Stored records:
BEGIN

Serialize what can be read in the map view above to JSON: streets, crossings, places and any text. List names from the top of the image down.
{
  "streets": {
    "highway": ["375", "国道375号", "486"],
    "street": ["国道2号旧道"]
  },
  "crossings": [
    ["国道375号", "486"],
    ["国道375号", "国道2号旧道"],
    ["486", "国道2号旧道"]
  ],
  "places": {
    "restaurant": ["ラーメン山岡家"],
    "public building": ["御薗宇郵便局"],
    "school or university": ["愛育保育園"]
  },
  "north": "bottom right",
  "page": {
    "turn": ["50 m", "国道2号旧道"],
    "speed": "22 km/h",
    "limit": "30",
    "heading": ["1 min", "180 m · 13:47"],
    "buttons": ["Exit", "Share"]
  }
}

END
BEGIN

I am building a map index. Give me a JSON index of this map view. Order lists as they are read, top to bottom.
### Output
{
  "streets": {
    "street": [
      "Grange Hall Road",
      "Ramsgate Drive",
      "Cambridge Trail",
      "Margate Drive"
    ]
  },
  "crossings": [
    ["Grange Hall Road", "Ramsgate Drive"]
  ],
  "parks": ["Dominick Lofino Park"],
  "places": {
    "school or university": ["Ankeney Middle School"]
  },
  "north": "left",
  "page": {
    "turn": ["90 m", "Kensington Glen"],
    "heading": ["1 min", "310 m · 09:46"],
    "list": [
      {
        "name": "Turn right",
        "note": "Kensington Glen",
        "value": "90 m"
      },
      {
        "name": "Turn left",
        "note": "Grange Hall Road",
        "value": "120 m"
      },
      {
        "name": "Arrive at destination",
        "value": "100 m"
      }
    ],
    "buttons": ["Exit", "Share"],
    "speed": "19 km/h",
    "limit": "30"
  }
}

END
BEGIN

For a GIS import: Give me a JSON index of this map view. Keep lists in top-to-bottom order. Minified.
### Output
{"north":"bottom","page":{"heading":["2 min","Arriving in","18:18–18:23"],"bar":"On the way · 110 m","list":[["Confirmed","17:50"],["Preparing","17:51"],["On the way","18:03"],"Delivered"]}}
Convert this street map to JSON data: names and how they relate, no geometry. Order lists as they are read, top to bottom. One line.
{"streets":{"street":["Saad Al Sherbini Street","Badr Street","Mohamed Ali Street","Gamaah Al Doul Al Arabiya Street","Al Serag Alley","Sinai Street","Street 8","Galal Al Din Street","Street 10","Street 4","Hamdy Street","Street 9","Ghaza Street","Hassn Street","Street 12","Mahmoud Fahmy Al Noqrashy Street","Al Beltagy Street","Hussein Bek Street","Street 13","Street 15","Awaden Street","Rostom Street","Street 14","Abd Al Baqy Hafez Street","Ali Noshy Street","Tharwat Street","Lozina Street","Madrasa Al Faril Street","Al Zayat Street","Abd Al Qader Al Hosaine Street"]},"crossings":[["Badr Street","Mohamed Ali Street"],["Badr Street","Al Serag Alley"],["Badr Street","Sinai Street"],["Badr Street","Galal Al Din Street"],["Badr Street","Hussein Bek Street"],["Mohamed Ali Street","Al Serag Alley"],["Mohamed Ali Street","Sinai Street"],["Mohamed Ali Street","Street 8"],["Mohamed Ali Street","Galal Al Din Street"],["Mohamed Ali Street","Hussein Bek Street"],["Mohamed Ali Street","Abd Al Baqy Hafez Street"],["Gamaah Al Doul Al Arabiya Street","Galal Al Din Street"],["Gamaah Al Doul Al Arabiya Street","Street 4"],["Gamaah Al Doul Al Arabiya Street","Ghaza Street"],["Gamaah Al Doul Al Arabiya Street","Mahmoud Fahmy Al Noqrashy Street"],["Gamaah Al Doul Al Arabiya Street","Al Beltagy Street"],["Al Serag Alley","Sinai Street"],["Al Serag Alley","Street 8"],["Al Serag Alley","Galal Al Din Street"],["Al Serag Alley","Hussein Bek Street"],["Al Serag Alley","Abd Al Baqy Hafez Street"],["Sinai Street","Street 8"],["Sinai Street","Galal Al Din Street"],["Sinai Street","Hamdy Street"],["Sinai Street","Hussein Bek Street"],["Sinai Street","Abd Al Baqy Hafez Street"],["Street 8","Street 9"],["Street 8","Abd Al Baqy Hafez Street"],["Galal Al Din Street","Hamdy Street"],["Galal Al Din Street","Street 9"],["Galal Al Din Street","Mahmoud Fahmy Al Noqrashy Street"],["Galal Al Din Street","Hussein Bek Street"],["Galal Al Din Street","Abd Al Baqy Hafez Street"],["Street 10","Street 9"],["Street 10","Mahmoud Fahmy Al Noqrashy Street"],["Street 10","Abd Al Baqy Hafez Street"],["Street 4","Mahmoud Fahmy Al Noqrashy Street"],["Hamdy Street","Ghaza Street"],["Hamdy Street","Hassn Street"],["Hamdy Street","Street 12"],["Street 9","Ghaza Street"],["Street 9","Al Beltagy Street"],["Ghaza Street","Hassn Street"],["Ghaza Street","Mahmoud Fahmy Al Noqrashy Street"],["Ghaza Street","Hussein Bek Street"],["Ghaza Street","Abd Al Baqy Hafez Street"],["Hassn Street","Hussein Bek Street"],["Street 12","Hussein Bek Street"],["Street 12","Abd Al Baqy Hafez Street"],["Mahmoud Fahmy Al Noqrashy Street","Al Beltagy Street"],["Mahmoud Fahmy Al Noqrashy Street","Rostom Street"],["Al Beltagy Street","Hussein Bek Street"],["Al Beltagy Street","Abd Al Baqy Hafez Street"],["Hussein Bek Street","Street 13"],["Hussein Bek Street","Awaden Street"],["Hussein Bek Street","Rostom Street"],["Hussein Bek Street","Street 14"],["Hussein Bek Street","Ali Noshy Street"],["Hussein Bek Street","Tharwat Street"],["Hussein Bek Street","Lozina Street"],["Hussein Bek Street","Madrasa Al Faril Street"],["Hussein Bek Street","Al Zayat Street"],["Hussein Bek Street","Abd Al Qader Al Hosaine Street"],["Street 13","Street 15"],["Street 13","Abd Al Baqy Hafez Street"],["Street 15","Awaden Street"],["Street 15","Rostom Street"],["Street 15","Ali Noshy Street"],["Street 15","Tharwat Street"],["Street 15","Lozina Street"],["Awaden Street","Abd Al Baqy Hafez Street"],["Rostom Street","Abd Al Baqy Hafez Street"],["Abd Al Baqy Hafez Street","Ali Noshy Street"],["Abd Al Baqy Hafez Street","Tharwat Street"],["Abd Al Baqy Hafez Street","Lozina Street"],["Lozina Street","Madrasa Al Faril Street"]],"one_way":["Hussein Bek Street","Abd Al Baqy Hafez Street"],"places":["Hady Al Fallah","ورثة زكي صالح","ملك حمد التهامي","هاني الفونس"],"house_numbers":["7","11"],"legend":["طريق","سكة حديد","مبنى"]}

END

TASK ITEM: Among the lines above, show every one that contains the string "index".

ANSWER BOX:
I am building a map index. Give me a JSON index of this map view. Order lists as they are read, top to bottom.
For a GIS import: Give me a JSON index of this map view. Keep lists in top-to-bottom order. Minified.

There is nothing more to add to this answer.